▶ **EXERCISE DIRECTIONS**:
Produce a copy of every line in the records that holds the string "solid".

EXTRACTED ENTRIES Block Start

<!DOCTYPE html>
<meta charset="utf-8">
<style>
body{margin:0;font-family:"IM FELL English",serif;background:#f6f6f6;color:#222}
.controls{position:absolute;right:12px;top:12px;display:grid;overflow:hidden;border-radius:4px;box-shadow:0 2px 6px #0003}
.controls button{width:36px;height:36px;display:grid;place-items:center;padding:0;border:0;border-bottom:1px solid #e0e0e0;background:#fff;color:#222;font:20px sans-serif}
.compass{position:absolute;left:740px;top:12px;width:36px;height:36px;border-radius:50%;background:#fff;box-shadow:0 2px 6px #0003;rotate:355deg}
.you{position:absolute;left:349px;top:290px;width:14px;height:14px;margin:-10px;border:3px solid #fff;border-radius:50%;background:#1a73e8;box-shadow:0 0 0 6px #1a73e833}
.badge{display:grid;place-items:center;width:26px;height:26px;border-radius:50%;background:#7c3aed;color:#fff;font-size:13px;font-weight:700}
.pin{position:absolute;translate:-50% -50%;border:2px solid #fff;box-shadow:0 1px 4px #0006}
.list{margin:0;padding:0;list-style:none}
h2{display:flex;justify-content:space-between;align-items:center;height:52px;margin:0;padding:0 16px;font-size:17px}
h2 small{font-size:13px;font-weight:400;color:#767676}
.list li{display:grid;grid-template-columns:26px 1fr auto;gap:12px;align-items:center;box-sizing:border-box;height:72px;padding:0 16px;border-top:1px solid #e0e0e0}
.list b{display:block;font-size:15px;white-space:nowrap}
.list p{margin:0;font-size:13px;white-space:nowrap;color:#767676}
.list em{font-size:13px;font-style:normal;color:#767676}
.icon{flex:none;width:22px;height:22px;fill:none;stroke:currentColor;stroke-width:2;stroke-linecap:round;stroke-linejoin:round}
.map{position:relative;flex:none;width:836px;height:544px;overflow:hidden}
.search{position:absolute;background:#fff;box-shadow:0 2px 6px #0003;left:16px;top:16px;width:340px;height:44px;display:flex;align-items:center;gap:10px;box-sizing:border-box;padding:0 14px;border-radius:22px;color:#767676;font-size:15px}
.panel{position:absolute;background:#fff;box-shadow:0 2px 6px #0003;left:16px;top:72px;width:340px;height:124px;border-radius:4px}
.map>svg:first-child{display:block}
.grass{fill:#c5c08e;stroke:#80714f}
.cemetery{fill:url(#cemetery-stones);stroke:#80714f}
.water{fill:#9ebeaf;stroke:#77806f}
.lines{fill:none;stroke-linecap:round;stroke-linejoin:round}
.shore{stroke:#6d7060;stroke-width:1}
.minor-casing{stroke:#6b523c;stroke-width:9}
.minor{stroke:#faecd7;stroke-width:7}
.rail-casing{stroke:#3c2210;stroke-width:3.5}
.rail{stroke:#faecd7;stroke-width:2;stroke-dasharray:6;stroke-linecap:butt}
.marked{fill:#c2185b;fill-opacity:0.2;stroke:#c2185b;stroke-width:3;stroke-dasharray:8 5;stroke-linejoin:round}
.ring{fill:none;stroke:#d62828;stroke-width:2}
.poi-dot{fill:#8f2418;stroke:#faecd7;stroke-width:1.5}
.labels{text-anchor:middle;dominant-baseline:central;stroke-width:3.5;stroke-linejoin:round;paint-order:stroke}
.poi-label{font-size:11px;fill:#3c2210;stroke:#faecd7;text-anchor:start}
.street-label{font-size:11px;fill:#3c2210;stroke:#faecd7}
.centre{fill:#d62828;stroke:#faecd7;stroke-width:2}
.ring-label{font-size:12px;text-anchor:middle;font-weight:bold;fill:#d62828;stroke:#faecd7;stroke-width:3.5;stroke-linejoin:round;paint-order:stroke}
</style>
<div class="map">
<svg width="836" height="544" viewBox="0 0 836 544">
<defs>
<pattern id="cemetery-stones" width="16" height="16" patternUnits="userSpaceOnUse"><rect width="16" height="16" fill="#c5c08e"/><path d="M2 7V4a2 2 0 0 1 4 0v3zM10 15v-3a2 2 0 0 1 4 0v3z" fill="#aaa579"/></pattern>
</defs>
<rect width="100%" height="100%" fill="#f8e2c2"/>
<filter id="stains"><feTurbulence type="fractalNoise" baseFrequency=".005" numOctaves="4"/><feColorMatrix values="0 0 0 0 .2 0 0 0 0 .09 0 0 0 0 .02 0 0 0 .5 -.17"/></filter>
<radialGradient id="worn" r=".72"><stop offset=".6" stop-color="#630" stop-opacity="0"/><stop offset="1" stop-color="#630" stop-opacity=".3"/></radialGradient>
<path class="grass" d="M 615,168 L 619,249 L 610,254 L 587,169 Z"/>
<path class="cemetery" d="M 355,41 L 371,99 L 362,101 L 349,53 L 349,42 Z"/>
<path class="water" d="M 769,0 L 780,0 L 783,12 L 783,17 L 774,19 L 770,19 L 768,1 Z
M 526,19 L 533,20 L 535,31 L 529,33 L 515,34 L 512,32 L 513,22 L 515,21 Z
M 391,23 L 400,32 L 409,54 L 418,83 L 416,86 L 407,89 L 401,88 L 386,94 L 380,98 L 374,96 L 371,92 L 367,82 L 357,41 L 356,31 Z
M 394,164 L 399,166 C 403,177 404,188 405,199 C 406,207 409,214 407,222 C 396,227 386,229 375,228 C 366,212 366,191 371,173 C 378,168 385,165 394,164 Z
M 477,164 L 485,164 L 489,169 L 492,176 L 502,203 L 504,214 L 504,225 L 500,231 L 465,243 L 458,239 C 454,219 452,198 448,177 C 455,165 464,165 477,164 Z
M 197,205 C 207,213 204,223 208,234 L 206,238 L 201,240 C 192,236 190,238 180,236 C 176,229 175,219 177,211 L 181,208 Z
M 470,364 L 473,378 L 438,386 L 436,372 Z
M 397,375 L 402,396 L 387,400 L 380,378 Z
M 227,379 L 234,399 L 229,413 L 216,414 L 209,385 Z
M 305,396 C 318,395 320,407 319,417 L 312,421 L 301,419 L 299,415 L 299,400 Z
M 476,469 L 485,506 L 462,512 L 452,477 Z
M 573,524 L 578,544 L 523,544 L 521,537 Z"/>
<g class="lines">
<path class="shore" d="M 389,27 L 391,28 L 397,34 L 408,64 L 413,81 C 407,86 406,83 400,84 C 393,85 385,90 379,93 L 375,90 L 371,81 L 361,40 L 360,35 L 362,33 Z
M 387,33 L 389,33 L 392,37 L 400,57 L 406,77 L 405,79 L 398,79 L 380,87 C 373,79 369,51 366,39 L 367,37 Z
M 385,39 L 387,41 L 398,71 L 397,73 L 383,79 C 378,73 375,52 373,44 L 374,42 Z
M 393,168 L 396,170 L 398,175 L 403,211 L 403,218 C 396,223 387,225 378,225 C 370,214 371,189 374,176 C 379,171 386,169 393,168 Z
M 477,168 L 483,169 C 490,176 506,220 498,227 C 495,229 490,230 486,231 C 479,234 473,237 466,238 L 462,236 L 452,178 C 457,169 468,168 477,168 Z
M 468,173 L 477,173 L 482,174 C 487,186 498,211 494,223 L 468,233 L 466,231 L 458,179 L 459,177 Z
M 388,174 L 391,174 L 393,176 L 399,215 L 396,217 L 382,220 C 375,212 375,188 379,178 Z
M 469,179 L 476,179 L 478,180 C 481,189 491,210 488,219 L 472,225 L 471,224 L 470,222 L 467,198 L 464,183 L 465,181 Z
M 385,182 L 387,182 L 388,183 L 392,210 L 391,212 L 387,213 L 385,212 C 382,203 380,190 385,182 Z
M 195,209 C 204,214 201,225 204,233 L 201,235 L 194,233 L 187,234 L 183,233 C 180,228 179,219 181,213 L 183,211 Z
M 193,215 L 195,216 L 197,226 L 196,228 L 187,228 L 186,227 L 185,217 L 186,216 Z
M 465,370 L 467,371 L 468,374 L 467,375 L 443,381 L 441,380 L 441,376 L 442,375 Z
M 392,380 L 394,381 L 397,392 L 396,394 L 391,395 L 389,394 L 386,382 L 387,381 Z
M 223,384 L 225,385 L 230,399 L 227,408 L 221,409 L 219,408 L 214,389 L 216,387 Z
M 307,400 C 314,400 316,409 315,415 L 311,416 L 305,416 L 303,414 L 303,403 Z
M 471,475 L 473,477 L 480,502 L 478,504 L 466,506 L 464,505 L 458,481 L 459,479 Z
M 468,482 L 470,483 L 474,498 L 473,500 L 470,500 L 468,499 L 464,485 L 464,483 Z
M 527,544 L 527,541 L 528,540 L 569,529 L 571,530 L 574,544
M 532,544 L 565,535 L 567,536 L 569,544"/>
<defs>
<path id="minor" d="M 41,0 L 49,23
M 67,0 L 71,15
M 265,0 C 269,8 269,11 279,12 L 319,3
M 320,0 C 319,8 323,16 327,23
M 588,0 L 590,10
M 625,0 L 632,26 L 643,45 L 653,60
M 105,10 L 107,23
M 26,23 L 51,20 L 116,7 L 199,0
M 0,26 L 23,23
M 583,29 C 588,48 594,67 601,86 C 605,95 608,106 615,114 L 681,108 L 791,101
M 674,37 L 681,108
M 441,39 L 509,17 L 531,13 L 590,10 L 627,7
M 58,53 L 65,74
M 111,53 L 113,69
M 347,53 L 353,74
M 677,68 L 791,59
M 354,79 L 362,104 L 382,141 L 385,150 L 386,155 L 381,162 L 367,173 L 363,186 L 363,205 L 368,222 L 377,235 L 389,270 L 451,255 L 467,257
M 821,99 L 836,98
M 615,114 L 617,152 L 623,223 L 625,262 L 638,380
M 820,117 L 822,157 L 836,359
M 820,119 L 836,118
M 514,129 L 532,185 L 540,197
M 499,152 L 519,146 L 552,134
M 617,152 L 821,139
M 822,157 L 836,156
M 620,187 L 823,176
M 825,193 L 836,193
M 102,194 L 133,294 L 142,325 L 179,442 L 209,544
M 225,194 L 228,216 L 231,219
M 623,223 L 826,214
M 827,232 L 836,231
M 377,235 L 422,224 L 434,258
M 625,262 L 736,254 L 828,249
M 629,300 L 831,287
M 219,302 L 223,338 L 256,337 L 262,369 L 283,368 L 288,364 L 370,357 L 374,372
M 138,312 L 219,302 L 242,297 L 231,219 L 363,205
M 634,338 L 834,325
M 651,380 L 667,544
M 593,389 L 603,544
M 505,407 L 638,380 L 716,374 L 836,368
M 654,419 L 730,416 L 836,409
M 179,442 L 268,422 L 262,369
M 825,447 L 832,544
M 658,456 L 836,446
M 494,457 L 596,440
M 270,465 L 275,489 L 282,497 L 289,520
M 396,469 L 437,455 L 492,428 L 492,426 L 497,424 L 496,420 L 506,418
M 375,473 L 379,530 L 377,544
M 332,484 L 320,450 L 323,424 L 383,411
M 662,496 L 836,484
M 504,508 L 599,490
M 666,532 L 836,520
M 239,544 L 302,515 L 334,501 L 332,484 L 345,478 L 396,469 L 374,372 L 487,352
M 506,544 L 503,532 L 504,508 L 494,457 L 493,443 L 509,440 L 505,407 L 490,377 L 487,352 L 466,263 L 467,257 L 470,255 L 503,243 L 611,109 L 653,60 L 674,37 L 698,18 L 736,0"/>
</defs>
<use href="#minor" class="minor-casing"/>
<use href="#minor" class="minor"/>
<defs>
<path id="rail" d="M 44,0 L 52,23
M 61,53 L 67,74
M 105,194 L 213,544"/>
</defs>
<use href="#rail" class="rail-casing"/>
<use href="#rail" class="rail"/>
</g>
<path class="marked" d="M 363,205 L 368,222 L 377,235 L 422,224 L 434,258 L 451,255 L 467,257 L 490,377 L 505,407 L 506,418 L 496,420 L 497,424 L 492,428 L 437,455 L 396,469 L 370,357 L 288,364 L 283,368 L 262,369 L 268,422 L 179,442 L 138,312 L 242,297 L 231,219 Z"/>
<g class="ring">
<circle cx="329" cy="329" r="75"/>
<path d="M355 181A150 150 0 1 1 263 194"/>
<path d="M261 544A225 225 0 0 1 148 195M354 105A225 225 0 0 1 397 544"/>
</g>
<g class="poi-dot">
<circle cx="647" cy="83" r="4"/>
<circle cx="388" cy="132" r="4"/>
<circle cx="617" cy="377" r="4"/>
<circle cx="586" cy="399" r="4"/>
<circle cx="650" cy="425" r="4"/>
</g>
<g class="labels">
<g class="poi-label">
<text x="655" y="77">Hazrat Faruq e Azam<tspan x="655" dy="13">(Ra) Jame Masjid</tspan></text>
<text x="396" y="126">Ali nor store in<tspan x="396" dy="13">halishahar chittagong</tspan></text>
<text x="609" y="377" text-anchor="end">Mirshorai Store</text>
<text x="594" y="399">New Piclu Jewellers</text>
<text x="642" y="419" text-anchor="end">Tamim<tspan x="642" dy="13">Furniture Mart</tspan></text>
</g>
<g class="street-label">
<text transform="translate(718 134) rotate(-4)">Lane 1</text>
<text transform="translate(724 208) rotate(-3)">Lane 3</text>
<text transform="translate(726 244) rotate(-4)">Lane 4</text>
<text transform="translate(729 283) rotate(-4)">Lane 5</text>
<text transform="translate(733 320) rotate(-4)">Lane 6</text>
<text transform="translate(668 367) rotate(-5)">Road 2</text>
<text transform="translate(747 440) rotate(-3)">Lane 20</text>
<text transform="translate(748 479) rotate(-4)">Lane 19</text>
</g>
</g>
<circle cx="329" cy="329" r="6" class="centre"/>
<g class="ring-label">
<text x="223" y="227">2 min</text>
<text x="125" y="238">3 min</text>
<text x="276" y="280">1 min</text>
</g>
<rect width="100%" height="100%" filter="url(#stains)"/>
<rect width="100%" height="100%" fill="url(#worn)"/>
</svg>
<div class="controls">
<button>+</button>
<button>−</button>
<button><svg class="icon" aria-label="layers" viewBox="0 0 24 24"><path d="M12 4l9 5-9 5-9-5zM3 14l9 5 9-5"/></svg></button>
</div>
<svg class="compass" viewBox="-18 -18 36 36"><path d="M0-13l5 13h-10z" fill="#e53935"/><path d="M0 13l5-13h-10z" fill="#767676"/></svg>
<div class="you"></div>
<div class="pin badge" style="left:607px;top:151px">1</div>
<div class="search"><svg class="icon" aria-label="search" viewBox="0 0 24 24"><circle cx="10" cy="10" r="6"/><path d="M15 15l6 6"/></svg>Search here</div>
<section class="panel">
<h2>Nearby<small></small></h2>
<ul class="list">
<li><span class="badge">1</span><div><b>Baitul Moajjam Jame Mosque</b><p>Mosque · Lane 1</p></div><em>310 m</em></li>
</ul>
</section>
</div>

EXTRACTED ENTRIES Block End

▶ **ANSWER FOR THE TASK**:
.controls button{width:36px;height:36px;display:grid;place-items:center;padding:0;border:0;border-bottom:1px solid #e0e0e0;background:#fff;color:#222;font:20px sans-serif}
.you{position:absolute;left:349px;top:290px;width:14px;height:14px;margin:-10px;border:3px solid #fff;border-radius:50%;background:#1a73e8;box-shadow:0 0 0 6px #1a73e833}
.pin{position:absolute;translate:-50% -50%;border:2px solid #fff;box-shadow:0 1px 4px #0006}
.list li{display:grid;grid-template-columns:26px 1fr auto;gap:12px;align-items:center;box-sizing:border-box;height:72px;padding:0 16px;border-top:1px solid #e0e0e0}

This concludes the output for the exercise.